(Stored data)
* * * * * * *
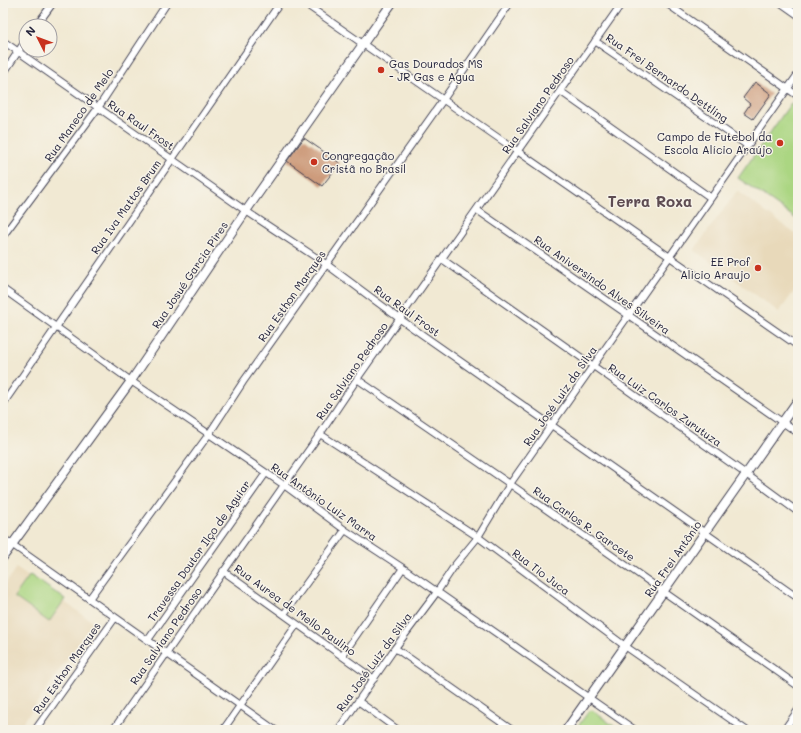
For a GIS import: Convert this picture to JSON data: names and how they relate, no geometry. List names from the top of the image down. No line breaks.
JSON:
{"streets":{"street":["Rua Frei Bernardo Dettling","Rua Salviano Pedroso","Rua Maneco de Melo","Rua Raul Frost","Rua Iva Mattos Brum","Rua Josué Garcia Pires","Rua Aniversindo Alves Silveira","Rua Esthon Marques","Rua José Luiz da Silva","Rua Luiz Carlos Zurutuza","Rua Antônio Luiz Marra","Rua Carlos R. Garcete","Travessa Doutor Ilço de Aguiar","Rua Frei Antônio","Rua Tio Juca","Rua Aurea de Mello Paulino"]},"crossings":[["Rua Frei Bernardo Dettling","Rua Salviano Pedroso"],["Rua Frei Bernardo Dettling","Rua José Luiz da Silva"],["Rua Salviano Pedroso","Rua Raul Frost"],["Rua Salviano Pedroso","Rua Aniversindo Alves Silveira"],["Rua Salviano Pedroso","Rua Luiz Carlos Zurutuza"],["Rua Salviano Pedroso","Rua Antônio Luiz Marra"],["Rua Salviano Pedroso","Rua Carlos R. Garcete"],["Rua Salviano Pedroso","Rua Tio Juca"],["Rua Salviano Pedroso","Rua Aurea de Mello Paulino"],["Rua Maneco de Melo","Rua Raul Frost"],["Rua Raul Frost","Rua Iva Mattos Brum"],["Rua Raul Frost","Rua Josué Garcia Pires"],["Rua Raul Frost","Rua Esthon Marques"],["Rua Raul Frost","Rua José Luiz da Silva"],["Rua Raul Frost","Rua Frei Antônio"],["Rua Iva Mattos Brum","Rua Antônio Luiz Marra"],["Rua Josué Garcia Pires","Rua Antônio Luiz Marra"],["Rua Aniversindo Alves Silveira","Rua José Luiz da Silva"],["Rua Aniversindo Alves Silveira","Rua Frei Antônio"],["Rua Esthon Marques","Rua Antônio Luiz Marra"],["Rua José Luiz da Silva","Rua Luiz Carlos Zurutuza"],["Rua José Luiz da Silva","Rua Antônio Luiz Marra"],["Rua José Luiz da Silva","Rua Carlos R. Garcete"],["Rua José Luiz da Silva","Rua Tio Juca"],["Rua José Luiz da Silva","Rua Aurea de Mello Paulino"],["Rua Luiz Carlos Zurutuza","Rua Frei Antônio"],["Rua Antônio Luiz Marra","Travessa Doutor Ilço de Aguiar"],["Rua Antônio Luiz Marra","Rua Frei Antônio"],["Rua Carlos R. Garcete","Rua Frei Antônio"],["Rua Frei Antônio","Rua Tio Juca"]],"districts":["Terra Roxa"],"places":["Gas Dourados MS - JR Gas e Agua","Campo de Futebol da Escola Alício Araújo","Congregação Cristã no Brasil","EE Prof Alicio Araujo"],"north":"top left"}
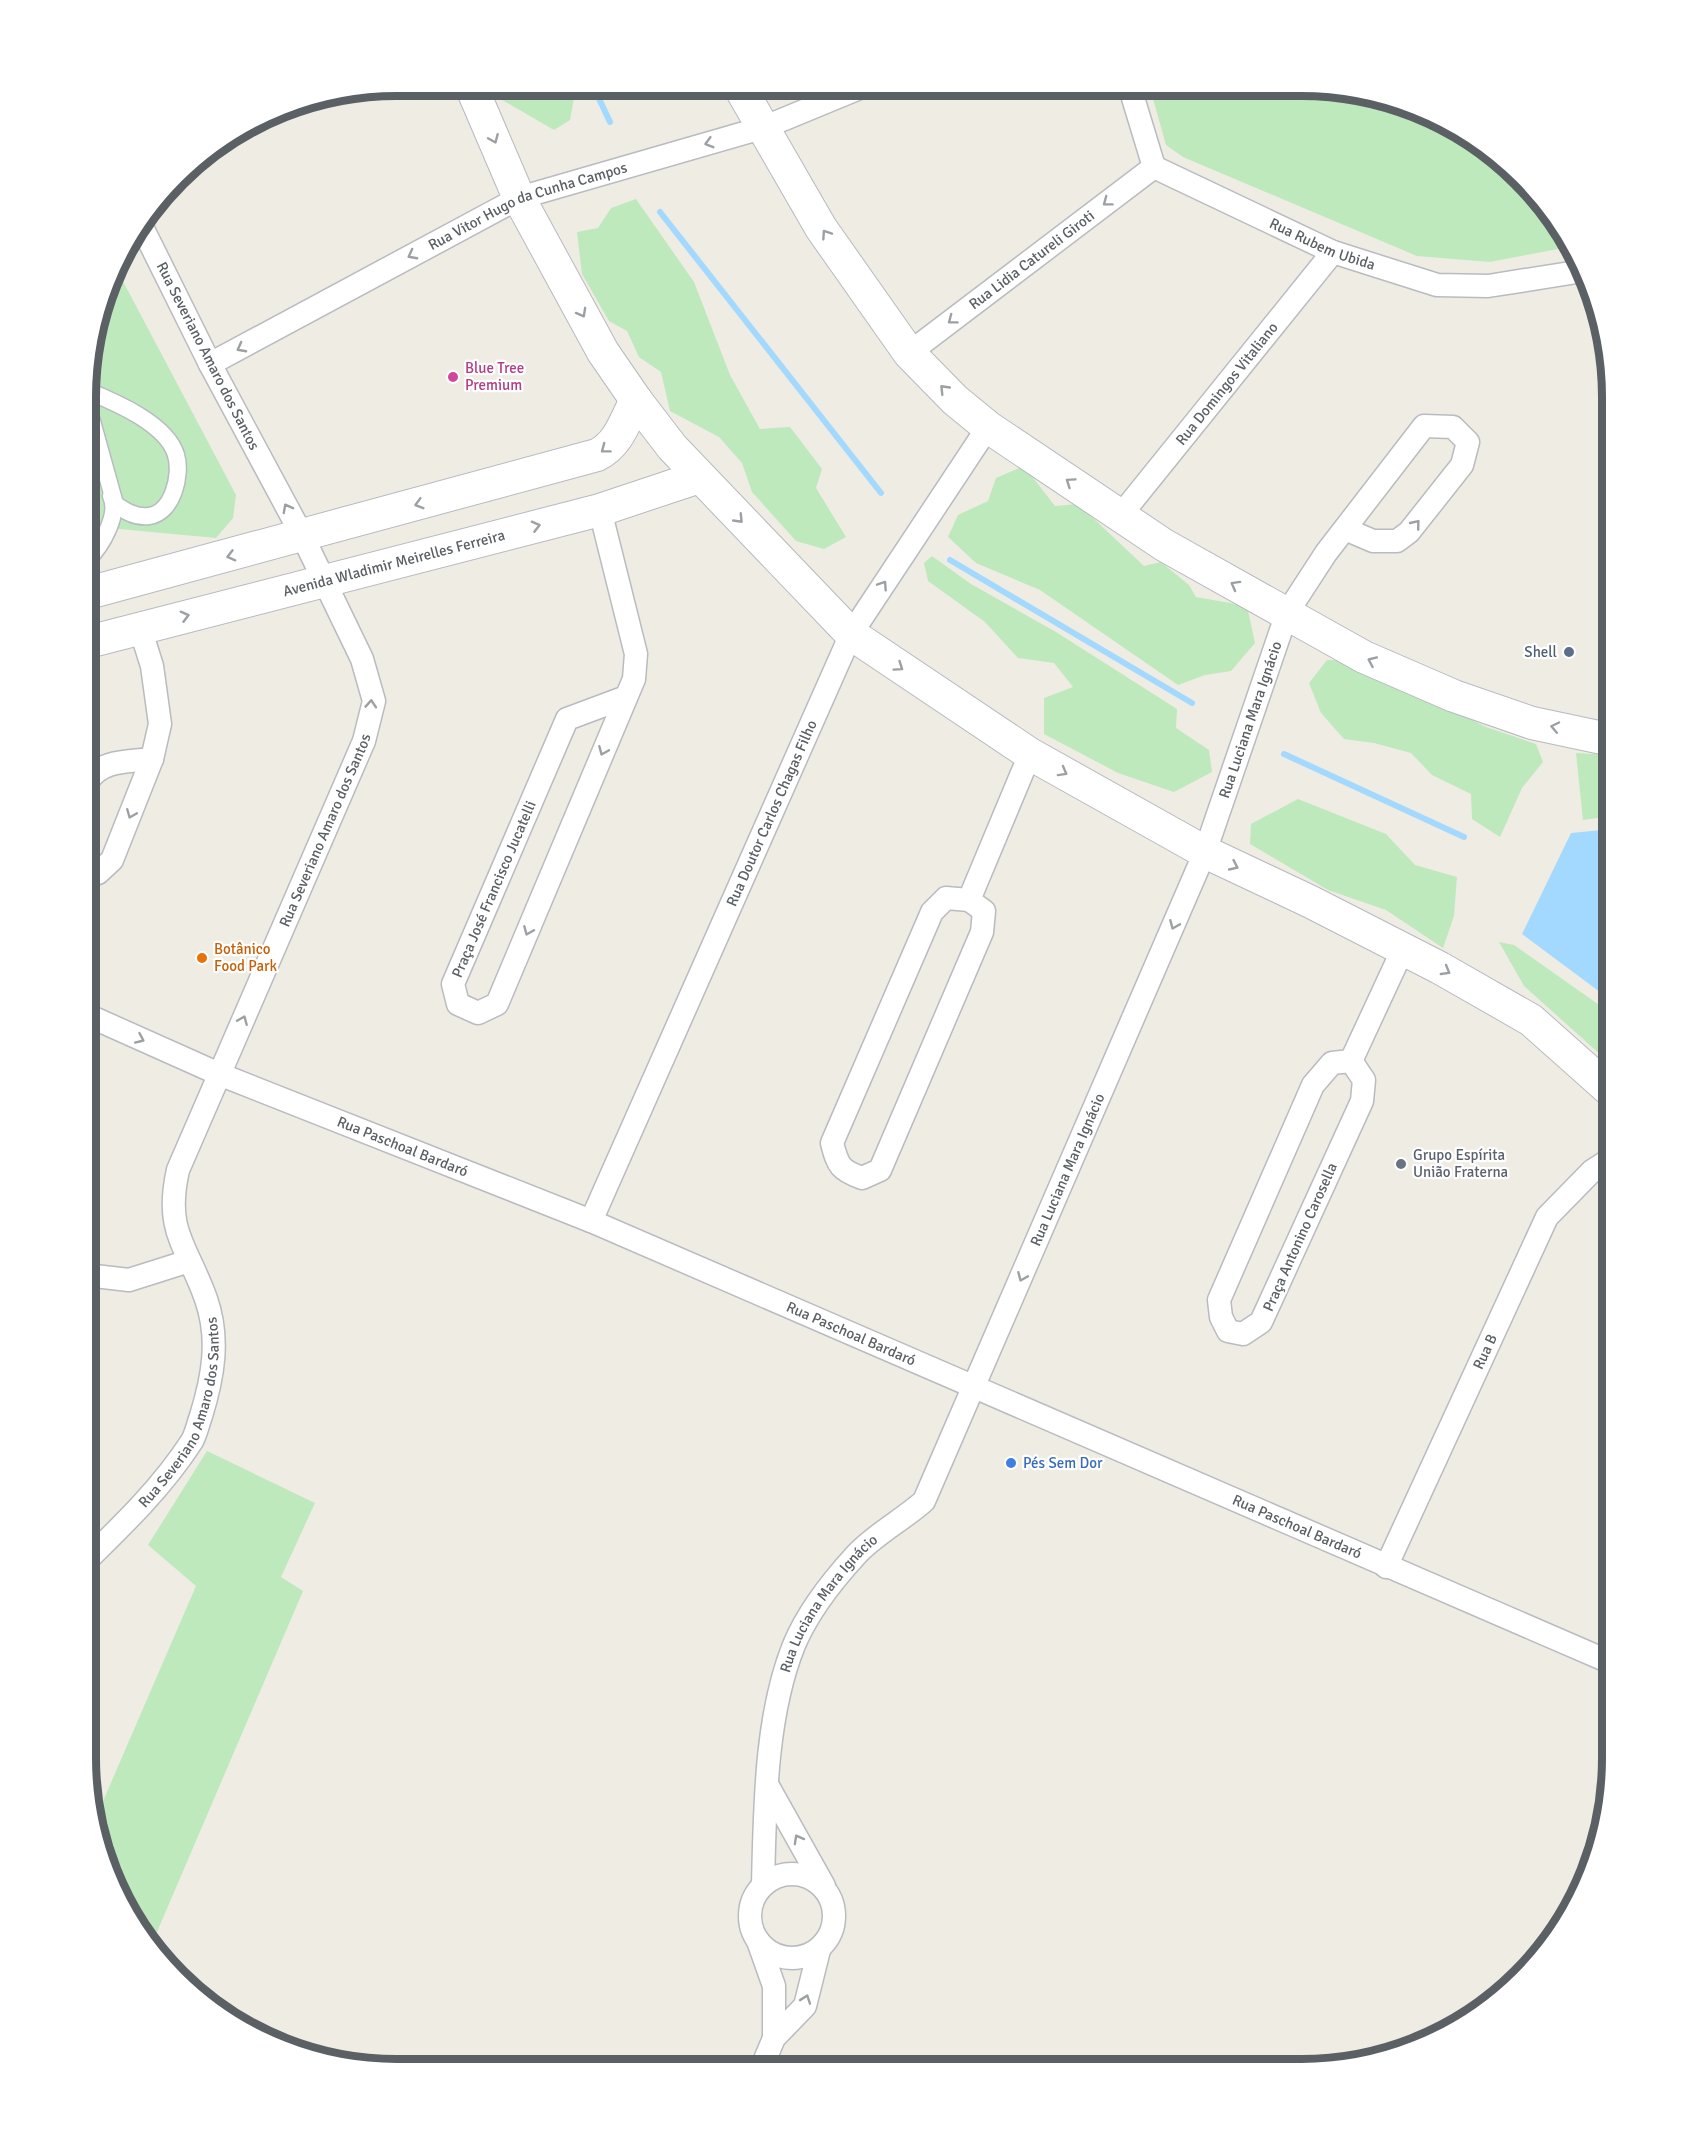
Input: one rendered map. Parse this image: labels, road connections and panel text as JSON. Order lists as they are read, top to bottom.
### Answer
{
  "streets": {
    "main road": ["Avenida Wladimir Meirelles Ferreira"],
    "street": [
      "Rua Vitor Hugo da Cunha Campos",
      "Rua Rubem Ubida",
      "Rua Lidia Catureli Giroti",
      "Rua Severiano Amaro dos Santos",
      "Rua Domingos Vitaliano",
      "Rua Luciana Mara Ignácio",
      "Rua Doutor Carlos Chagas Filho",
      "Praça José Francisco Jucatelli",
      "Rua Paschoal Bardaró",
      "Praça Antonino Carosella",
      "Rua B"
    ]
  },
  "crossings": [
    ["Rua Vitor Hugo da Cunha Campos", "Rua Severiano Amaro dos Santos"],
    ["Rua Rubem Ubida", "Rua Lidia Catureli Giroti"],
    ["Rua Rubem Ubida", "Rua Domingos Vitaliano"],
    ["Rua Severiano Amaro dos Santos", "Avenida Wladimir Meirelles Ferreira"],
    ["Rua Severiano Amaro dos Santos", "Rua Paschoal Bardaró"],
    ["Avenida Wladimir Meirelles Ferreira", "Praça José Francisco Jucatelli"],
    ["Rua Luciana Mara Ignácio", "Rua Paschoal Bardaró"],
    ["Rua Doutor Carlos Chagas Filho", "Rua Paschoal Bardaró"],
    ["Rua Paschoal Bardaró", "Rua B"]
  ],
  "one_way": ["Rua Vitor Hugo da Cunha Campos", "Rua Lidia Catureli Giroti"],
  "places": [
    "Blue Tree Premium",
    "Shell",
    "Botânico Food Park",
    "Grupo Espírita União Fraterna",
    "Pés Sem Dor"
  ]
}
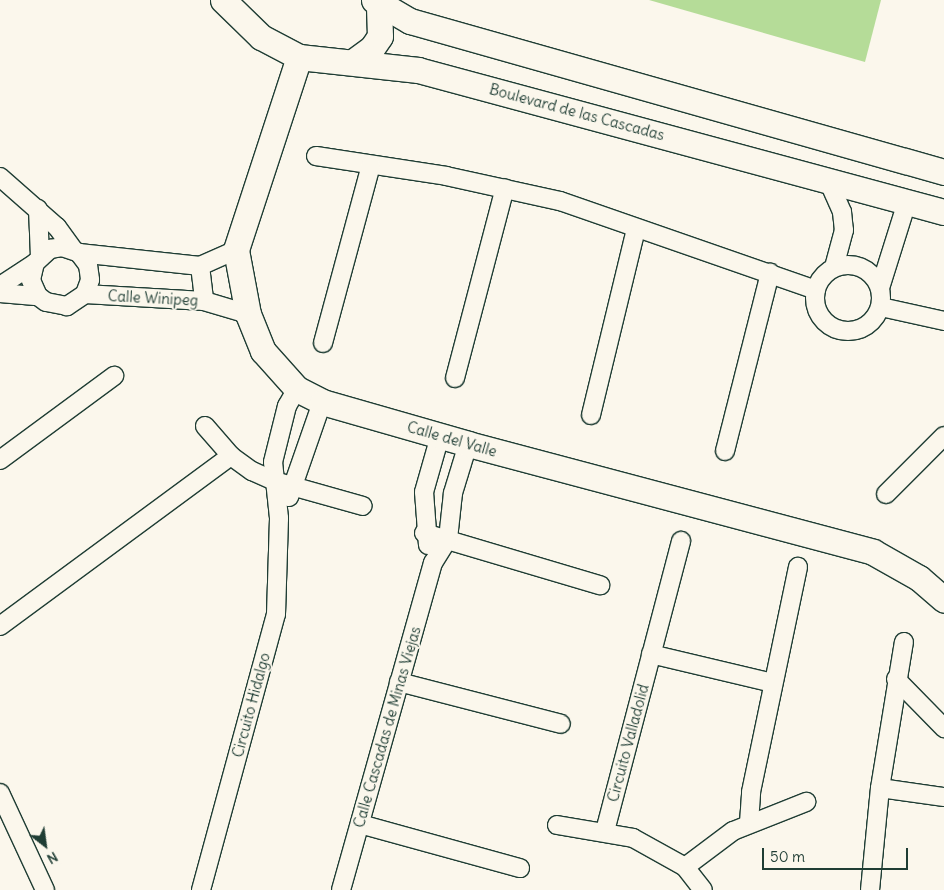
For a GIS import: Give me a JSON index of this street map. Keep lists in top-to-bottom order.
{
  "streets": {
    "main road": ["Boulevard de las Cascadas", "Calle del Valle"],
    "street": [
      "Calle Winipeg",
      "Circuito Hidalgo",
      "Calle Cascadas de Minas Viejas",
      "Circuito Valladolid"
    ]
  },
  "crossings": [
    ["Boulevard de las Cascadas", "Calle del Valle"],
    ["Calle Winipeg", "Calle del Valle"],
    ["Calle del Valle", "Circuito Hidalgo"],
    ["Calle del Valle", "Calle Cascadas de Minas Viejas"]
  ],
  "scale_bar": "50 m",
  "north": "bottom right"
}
* * * * * * *
**Work to be completed:** Could you retype every line above exactly as it appears, skipping the pictures?

**Response area:**
For a GIS import: Convert this picture to JSON data: names and how they relate, no geometry. List names from the top of the image down. No line breaks.
JSON:
{"streets":{"street":["Rua Frei Bernardo Dettling","Rua Salviano Pedroso","Rua Maneco de Melo","Rua Raul Frost","Rua Iva Mattos Brum","Rua Josué Garcia Pires","Rua Aniversindo Alves Silveira","Rua Esthon Marques","Rua José Luiz da Silva","Rua Luiz Carlos Zurutuza","Rua Antônio Luiz Marra","Rua Carlos R. Garcete","Travessa Doutor Ilço de Aguiar","Rua Frei Antônio","Rua Tio Juca","Rua Aurea de Mello Paulino"]},"crossings":[["Rua Frei Bernardo Dettling","Rua Salviano Pedroso"],["Rua Frei Bernardo Dettling","Rua José Luiz da Silva"],["Rua Salviano Pedroso","Rua Raul Frost"],["Rua Salviano Pedroso","Rua Aniversindo Alves Silveira"],["Rua Salviano Pedroso","Rua Luiz Carlos Zurutuza"],["Rua Salviano Pedroso","Rua Antônio Luiz Marra"],["Rua Salviano Pedroso","Rua Carlos R. Garcete"],["Rua Salviano Pedroso","Rua Tio Juca"],["Rua Salviano Pedroso","Rua Aurea de Mello Paulino"],["Rua Maneco de Melo","Rua Raul Frost"],["Rua Raul Frost","Rua Iva Mattos Brum"],["Rua Raul Frost","Rua Josué Garcia Pires"],["Rua Raul Frost","Rua Esthon Marques"],["Rua Raul Frost","Rua José Luiz da Silva"],["Rua Raul Frost","Rua Frei Antônio"],["Rua Iva Mattos Brum","Rua Antônio Luiz Marra"],["Rua Josué Garcia Pires","Rua Antônio Luiz Marra"],["Rua Aniversindo Alves Silveira","Rua José Luiz da Silva"],["Rua Aniversindo Alves Silveira","Rua Frei Antônio"],["Rua Esthon Marques","Rua Antônio Luiz Marra"],["Rua José Luiz da Silva","Rua Luiz Carlos Zurutuza"],["Rua José Luiz da Silva","Rua Antônio Luiz Marra"],["Rua José Luiz da Silva","Rua Carlos R. Garcete"],["Rua José Luiz da Silva","Rua Tio Juca"],["Rua José Luiz da Silva","Rua Aurea de Mello Paulino"],["Rua Luiz Carlos Zurutuza","Rua Frei Antônio"],["Rua Antônio Luiz Marra","Travessa Doutor Ilço de Aguiar"],["Rua Antônio Luiz Marra","Rua Frei Antônio"],["Rua Carlos R. Garcete","Rua Frei Antônio"],["Rua Frei Antônio","Rua Tio Juca"]],"districts":["Terra Roxa"],"places":["Gas Dourados MS - JR Gas e Agua","Campo de Futebol da Escola Alício Araújo","Congregação Cristã no Brasil","EE Prof Alicio Araujo"],"north":"top left"}
Input: one rendered map. Parse this image: labels, road connections and panel text as JSON. Order lists as they are read, top to bottom.
### Answer
{
  "streets": {
    "main road": ["Avenida Wladimir Meirelles Ferreira"],
    "street": [
      "Rua Vitor Hugo da Cunha Campos",
      "Rua Rubem Ubida",
      "Rua Lidia Catureli Giroti",
      "Rua Severiano Amaro dos Santos",
      "Rua Domingos Vitaliano",
      "Rua Luciana Mara Ignácio",
      "Rua Doutor Carlos Chagas Filho",
      "Praça José Francisco Jucatelli",
      "Rua Paschoal Bardaró",
      "Praça Antonino Carosella",
      "Rua B"
    ]
  },
  "crossings": [
    ["Rua Vitor Hugo da Cunha Campos", "Rua Severiano Amaro dos Santos"],
    ["Rua Rubem Ubida", "Rua Lidia Catureli Giroti"],
    ["Rua Rubem Ubida", "Rua Domingos Vitaliano"],
    ["Rua Severiano Amaro dos Santos", "Avenida Wladimir Meirelles Ferreira"],
    ["Rua Severiano Amaro dos Santos", "Rua Paschoal Bardaró"],
    ["Avenida Wladimir Meirelles Ferreira", "Praça José Francisco Jucatelli"],
    ["Rua Luciana Mara Ignácio", "Rua Paschoal Bardaró"],
    ["Rua Doutor Carlos Chagas Filho", "Rua Paschoal Bardaró"],
    ["Rua Paschoal Bardaró", "Rua B"]
  ],
  "one_way": ["Rua Vitor Hugo da Cunha Campos", "Rua Lidia Catureli Giroti"],
  "places": [
    "Blue Tree Premium",
    "Shell",
    "Botânico Food Park",
    "Grupo Espírita União Fraterna",
    "Pés Sem Dor"
  ]
}
For a GIS import: Give me a JSON index of this street map. Keep lists in top-to-bottom order.
{
  "streets": {
    "main road": ["Boulevard de las Cascadas", "Calle del Valle"],
    "street": [
      "Calle Winipeg",
      "Circuito Hidalgo",
      "Calle Cascadas de Minas Viejas",
      "Circuito Valladolid"
    ]
  },
  "crossings": [
    ["Boulevard de las Cascadas", "Calle del Valle"],
    ["Calle Winipeg", "Calle del Valle"],
    ["Calle del Valle", "Circuito Hidalgo"],
    ["Calle del Valle", "Calle Cascadas de Minas Viejas"]
  ],
  "scale_bar": "50 m",
  "north": "bottom right"
}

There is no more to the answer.